■ Activity ■
Search the material for "Bickford" and show all lines that contain it.

■ Extracted entries ■
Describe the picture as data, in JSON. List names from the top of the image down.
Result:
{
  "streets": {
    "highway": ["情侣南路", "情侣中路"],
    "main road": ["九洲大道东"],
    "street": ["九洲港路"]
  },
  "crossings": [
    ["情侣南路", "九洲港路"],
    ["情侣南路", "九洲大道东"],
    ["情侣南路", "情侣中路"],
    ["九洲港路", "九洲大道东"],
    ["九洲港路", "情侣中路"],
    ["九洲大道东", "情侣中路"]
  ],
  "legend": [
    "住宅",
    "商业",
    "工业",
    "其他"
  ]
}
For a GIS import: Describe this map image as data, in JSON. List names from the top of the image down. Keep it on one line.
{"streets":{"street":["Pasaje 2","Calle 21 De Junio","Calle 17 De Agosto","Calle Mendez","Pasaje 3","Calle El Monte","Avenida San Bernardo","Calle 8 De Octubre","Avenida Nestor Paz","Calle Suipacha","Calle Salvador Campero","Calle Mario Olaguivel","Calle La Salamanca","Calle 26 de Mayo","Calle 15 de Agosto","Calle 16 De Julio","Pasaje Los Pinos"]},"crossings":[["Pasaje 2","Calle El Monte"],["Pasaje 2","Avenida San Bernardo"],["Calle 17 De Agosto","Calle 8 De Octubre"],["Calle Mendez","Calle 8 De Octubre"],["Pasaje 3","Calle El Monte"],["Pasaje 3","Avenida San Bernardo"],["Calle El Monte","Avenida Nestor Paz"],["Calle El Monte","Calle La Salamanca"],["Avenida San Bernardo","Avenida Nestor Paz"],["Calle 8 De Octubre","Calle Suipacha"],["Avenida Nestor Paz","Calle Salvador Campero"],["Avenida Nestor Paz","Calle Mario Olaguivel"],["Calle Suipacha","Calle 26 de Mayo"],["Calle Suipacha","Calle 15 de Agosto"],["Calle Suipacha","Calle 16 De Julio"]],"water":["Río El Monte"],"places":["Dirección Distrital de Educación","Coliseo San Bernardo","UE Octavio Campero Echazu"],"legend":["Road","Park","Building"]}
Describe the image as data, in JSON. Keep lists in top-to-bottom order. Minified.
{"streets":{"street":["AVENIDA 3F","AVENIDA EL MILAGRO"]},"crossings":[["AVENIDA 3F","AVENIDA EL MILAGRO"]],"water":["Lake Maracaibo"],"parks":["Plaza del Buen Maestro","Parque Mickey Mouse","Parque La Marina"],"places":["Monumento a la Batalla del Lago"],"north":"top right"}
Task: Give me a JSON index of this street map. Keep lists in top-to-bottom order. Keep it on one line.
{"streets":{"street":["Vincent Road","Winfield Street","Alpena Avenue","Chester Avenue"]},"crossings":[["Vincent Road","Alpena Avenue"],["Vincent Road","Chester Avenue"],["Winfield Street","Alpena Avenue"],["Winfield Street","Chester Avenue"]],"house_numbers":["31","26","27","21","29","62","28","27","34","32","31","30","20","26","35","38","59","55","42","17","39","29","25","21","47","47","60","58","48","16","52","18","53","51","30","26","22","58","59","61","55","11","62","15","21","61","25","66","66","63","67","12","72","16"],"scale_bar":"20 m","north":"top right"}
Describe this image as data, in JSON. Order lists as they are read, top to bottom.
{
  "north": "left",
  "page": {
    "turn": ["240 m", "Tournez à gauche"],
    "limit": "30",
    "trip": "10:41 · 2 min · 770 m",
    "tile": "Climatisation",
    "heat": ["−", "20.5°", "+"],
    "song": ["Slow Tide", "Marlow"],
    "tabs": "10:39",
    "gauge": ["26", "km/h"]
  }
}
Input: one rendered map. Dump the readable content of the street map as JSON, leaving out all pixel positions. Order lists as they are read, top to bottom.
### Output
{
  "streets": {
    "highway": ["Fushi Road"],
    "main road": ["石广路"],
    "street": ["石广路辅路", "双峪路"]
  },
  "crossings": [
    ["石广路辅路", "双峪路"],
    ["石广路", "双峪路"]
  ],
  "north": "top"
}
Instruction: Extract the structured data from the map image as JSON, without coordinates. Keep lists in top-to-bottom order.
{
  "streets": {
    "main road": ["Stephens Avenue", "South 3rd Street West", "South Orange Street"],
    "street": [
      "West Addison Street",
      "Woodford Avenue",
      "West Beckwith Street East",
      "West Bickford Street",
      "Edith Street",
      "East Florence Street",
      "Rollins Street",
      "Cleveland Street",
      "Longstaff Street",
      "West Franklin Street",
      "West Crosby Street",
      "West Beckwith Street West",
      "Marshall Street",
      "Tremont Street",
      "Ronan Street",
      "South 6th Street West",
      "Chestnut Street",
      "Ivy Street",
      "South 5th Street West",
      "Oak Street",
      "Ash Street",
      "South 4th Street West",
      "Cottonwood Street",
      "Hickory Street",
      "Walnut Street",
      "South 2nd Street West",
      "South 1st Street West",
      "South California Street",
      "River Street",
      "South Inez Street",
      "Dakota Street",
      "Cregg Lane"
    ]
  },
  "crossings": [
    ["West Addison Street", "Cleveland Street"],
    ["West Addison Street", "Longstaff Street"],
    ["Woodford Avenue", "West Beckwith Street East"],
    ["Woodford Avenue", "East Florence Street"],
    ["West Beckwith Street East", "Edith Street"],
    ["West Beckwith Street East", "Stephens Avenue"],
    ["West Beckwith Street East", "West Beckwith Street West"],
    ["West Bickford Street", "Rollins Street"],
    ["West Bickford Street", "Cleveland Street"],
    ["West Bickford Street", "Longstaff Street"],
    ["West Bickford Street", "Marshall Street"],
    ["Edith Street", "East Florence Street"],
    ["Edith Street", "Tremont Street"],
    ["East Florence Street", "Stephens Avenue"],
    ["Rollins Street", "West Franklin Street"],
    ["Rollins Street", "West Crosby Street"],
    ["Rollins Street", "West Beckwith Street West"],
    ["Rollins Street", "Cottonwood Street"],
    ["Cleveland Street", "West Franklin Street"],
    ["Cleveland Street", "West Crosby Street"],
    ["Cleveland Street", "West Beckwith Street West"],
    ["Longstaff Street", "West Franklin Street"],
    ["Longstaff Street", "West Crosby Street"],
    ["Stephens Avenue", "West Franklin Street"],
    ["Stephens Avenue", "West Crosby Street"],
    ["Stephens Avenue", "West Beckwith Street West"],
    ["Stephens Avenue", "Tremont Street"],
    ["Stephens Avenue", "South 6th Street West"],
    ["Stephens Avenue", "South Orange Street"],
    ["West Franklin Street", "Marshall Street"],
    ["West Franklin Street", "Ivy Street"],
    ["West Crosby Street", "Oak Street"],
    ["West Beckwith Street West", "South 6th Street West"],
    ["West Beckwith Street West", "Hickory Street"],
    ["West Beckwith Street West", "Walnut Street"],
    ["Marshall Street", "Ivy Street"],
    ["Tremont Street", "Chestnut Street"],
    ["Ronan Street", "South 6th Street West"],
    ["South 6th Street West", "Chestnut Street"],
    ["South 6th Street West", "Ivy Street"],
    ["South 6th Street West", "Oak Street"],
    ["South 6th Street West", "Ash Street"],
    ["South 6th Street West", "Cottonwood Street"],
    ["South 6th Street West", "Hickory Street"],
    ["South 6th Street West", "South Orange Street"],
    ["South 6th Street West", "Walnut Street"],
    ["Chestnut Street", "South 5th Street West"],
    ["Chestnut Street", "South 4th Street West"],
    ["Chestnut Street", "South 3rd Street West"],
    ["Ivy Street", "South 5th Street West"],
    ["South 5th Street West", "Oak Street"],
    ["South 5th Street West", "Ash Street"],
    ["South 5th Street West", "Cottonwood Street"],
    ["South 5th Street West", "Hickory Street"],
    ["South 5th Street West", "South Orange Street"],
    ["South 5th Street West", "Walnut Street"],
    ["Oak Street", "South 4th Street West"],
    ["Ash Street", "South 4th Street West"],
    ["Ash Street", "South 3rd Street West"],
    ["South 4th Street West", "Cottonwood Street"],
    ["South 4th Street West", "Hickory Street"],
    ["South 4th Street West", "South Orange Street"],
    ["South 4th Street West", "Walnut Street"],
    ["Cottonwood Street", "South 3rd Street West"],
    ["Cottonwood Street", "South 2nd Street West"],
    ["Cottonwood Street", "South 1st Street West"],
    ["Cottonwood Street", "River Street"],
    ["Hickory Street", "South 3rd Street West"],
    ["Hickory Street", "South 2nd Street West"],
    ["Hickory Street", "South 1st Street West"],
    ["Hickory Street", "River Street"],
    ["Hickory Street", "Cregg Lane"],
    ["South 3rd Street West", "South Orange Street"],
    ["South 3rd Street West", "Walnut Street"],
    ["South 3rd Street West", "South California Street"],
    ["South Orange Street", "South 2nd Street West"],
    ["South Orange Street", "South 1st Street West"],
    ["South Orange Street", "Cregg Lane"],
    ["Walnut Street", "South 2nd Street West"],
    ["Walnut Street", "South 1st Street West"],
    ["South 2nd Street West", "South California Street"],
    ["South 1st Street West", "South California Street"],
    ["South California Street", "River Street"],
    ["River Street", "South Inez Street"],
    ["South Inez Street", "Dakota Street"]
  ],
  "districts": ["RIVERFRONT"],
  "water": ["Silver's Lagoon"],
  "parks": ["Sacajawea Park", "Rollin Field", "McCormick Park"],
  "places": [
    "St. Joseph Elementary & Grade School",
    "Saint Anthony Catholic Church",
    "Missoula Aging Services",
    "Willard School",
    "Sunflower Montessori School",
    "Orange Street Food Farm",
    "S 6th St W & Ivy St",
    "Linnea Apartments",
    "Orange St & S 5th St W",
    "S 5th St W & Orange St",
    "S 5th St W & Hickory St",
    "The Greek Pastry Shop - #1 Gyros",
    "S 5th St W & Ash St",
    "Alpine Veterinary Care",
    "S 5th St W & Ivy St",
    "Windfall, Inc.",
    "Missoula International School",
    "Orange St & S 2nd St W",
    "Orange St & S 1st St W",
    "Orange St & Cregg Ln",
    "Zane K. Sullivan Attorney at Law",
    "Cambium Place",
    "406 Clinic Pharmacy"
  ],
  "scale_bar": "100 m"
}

■ Result for this task ■
      "West Bickford Street",
    ["West Bickford Street", "Rollins Street"],
    ["West Bickford Street", "Cleveland Street"],
    ["West Bickford Street", "Longstaff Street"],
    ["West Bickford Street", "Marshall Street"],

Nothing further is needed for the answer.